Entries shown START
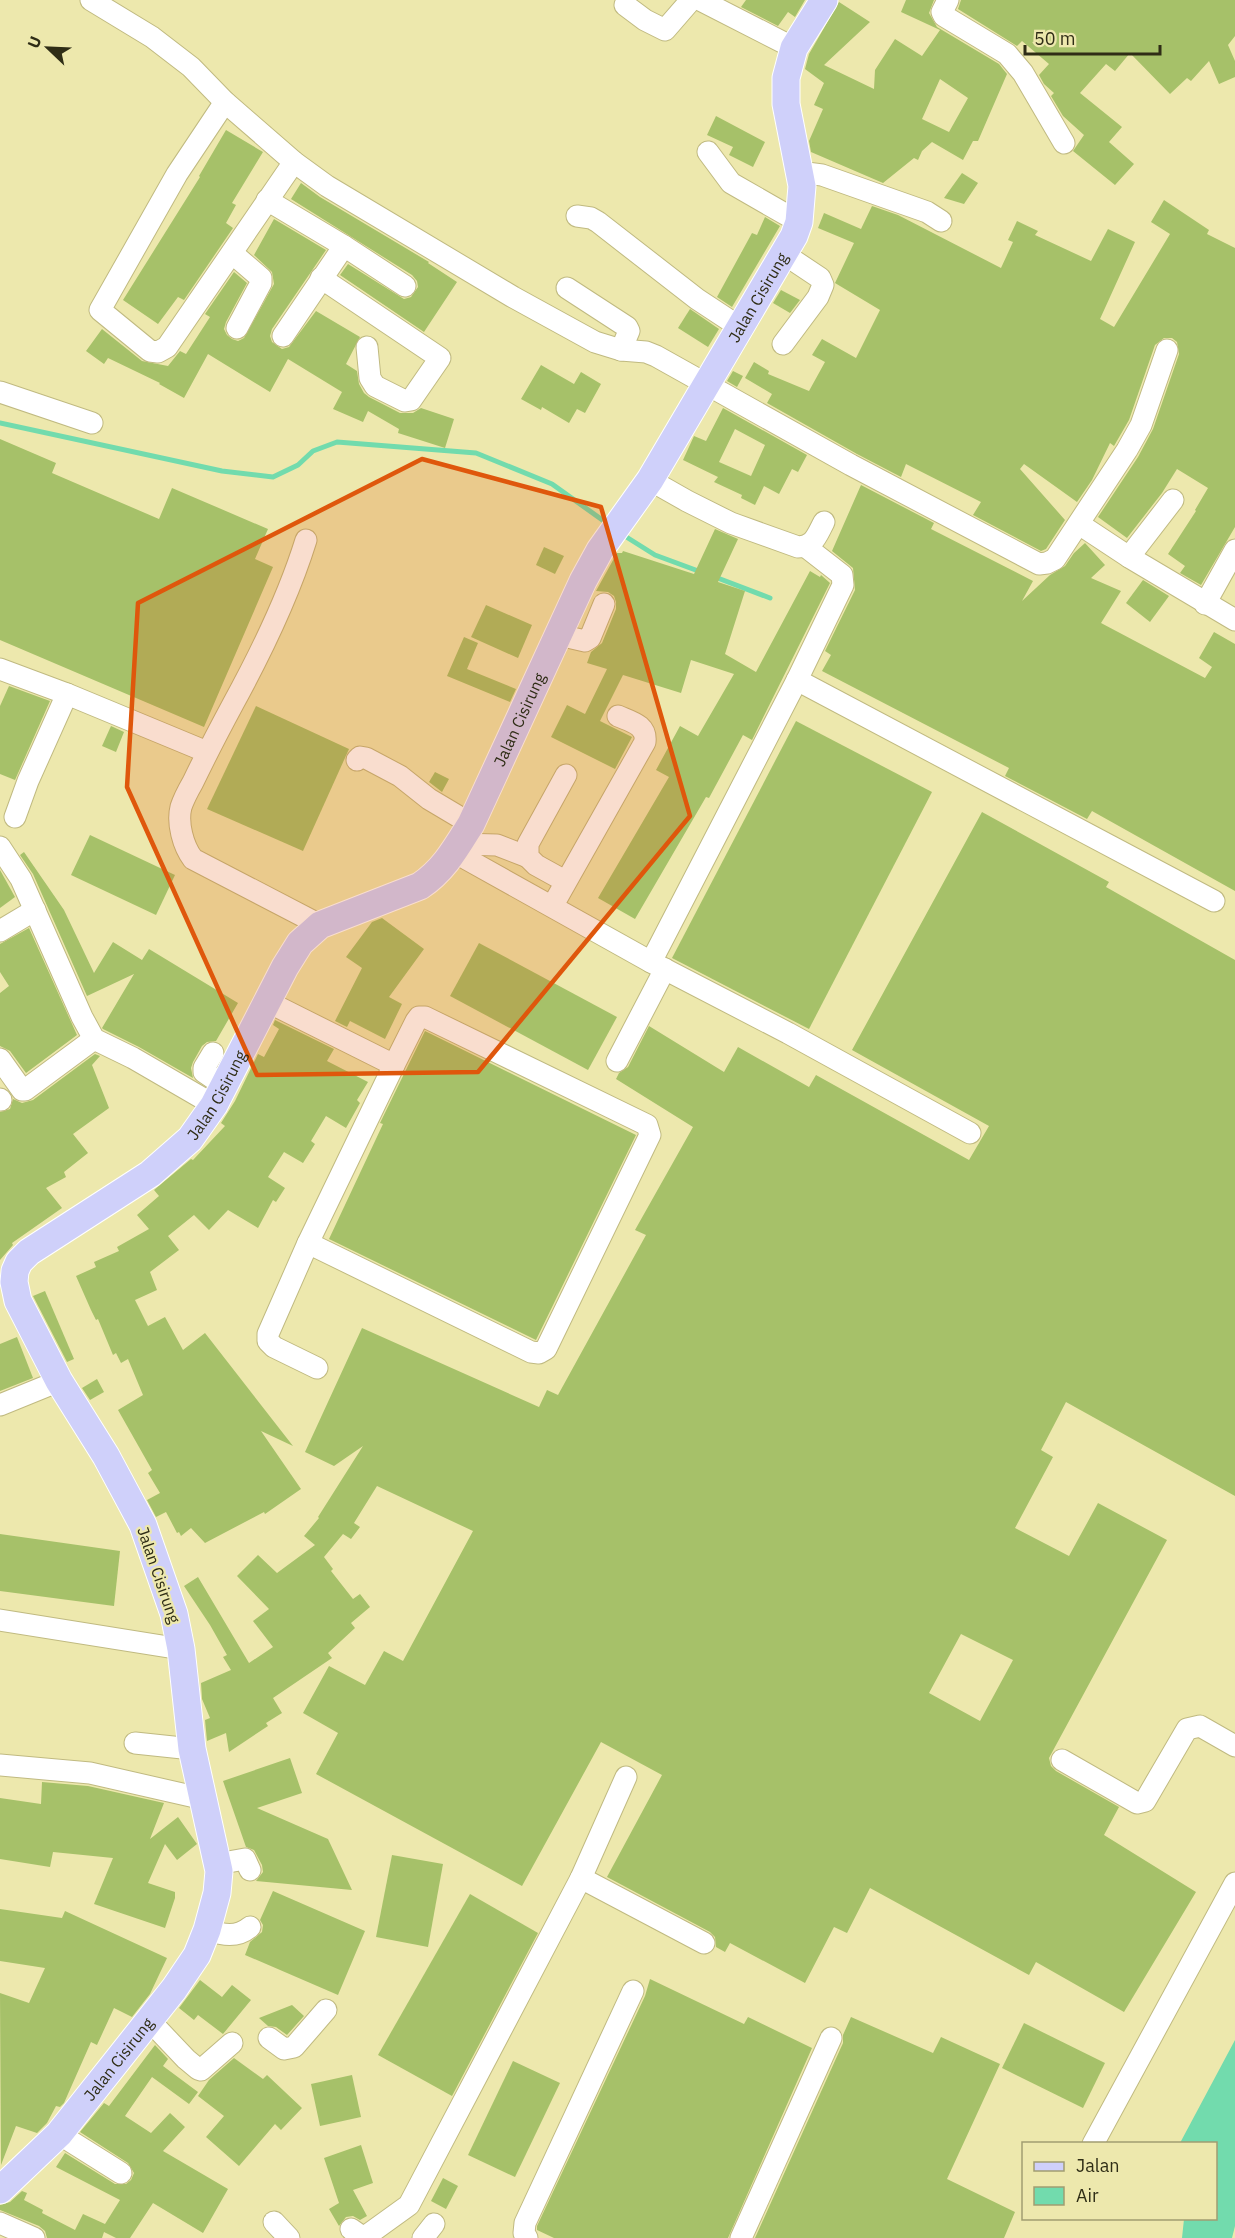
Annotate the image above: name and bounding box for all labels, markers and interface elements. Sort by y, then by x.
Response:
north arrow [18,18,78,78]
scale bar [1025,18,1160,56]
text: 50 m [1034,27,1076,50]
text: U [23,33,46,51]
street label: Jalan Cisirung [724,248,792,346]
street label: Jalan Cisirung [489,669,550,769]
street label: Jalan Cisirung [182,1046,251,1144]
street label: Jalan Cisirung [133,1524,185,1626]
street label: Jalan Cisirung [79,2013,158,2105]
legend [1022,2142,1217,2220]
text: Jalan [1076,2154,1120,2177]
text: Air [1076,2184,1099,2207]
Entries shown END
Set down the entries exactly as they appear, with every picture left out.

> Result of this task:
Annotate the image above: name and bounding box for all labels, markers and interface elements. Sort by y, then by x.
Response:
north arrow [18,18,78,78]
scale bar [1025,18,1160,56]
text: 50 m [1034,27,1076,50]
text: U [23,33,46,51]
street label: Jalan Cisirung [724,248,792,346]
street label: Jalan Cisirung [489,669,550,769]
street label: Jalan Cisirung [182,1046,251,1144]
street label: Jalan Cisirung [133,1524,185,1626]
street label: Jalan Cisirung [79,2013,158,2105]
legend [1022,2142,1217,2220]
text: Jalan [1076,2154,1120,2177]
text: Air [1076,2184,1099,2207]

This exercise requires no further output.